Technical Documentation

Replacing an OSD in Nautilus

By 16/07/2019 No Comments

Now that you’ve upgraded Ceph from Luminous to Nautilus, what happens if a disk fails or the administrator needs to convert from filestore to bluestore? The OSD needs to be replaced.

The OSD to be replaced was created by ceph-disk in Luminous. But in Nautilus, things have changed. The ceph-disk command has been removed and replaced by ceph-volume. By default, ceph-volume deploys OSD on logical volumes. We’ll largely follow the official instructions here. In this example, we are going to replace OSD 20.

On MON, check if OSD is safe to destroy:


[root@mon-1 ~]# ceph osd safe-to-destroy osd.20
OSD(s) 20 are safe to destroy without reducing data durability.

If yes on MON, destroy it:


[root@mon-1 ~]# ceph osd destroy 20 --yes-i-really-mean-it
destroyed osd.20

The OSD will be shown as destroyed:


[root@mon-1 ~]# ceph osd tree
ID CLASS WEIGHT TYPE NAME STATUS REWEIGHT PRI-AFF
-1 66.17834 root default
-7 22.05945 host compute-1
......
19 hdd 1.83829 osd.19 up 1.00000 1.00000
20 hdd 1.83829 osd.20 destroyed 0 1.00000
22 hdd 1.83829 osd.22 up 1.00000 1.00000

On OSD after replacing the faulty disk, use perccli to create a new VD with the same sdX device name. Then zap it.


[root@compute-3 ~]# ceph-volume lvm zap /dev/sdl
--> Zapping: /dev/sdl
--> --destroy was not specified, but zapping a whole device will remove the partition table
Running command: /usr/sbin/wipefs --all /dev/sdl
Running command: /bin/dd if=/dev/zero of=/dev/sdl bs=1M count=10
stderr: 10+0 records in
10+0 records out
10485760 bytes (10 MB) copied
stderr: , 0.0634846 s, 165 MB/s
--> Zapping successful for:

Find out the existing db/wal partitions used by the old OSD. Since the ceph-disk command is not available any more, I have written a script to show current mappings of OSD data and db/wal partitions.

Firstly, run “ceph-volume simple scan” to generate OSD json files in /etc/ceph/osd/. Then run this script.

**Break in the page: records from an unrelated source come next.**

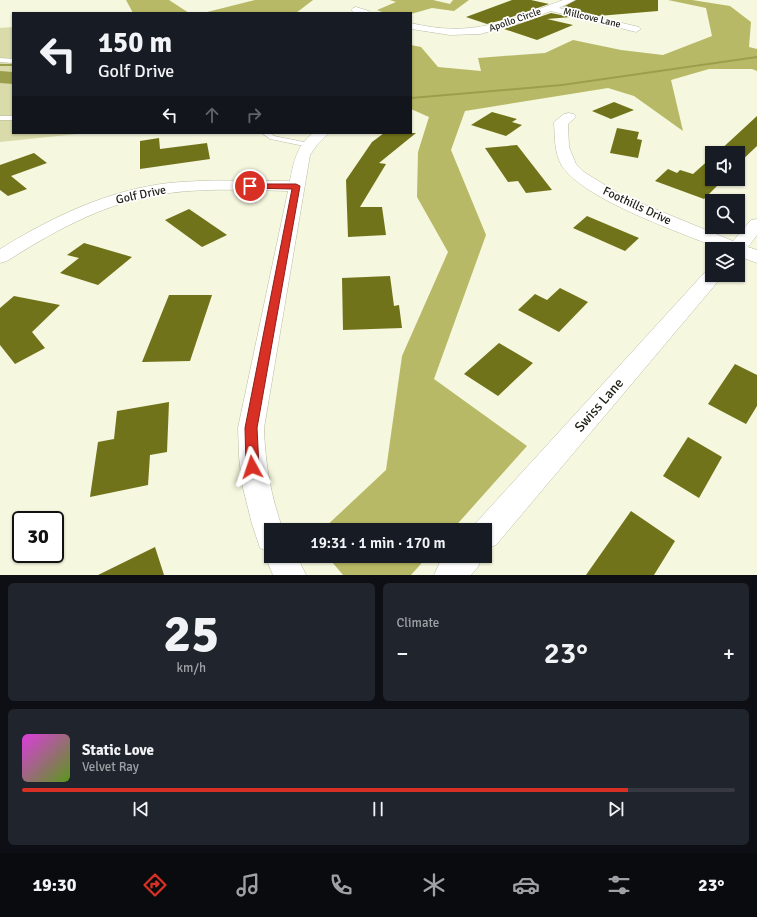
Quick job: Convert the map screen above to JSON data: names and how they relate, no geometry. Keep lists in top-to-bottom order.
{
  "streets": {
    "street": [
      "Millcove Lane",
      "Apollo Circle",
      "Golf Drive",
      "Foothills Drive",
      "Swiss Lane"
    ]
  },
  "crossings": [
    ["Millcove Lane", "Apollo Circle"]
  ],
  "page": {
    "turn": ["150 m", "Golf Drive"],
    "limit": "30",
    "trip": "19:31 · 1 min · 170 m",
    "tile": [
      ["25", "km/h"],
      "Climate"
    ],
    "heat": ["−", "23°", "+"],
    "song": ["Static Love", "Velvet Ray"],
    "tabs": ["19:30", "23°"]
  }
}
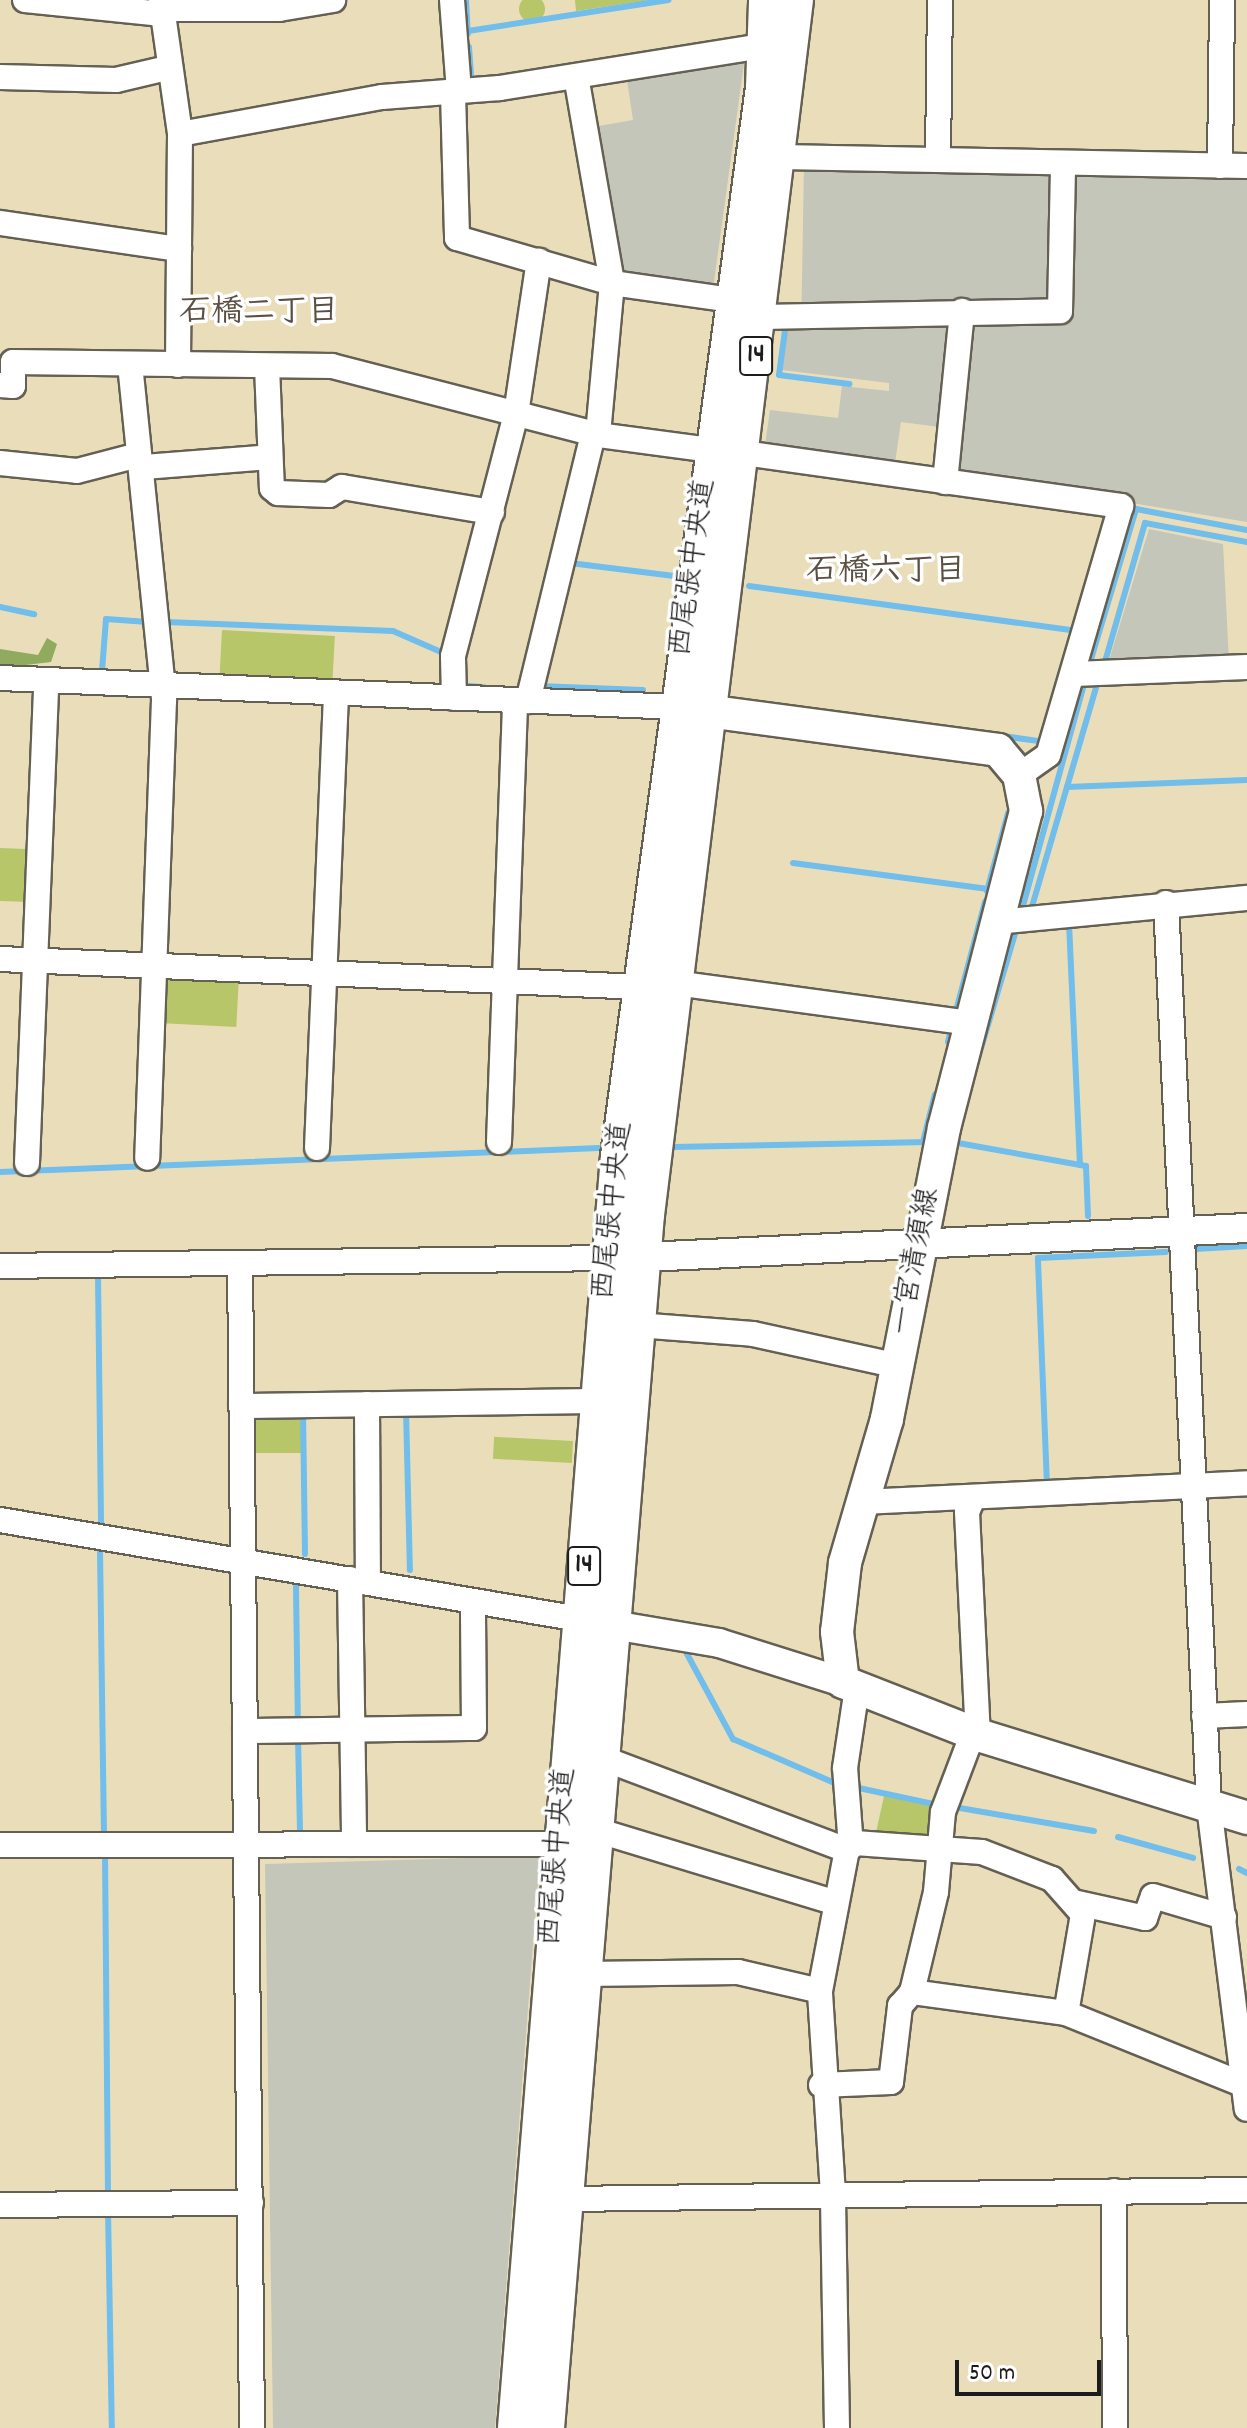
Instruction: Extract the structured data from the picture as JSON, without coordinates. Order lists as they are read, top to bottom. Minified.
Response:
{"streets":{"main road":["14","西尾張中央道","一宮清須線"]},"districts":["石橋二丁目","石橋六丁目"],"scale_bar":"50 m"}
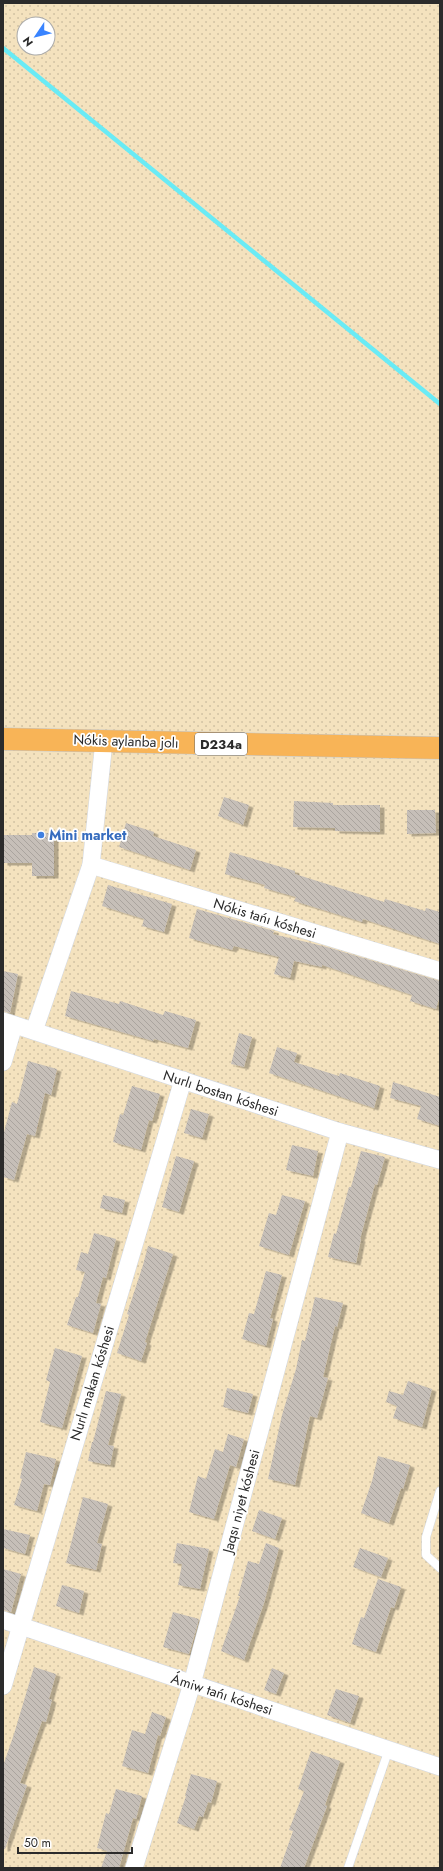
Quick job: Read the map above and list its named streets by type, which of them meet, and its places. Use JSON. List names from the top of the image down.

[root@compute-3 ~]# cat ceph-disk-list.sh
#!/bin/bash
JSON_PATH="/etc/ceph/osd/"
for i in `ls $JSON_PATH`; do
OSD_ID=`cat $JSON_PATH$i | jq '.whoami'`
DATA_PATH=`cat $JSON_PATH$i | jq -r '.data.path'`
DB_PATH=`cat $JSON_PATH$i | jq -r '."block.db".path'`
WAL_PATH=`cat $JSON_PATH$i | jq -r '."block.wal".path'`
echo "OSD.$OSD_ID: $DATA_PATH"
#echo $DB_PATH
DB_REAL=`readlink -f $DB_PATH`
WAL_REAL=`readlink -f $WAL_PATH`
echo " db: $DB_REAL"
echo " wal: $WAL_REAL"
echo "============================="
done

It will show the mapping of existing ceph OSD (created by ceph-disk) and db/wal.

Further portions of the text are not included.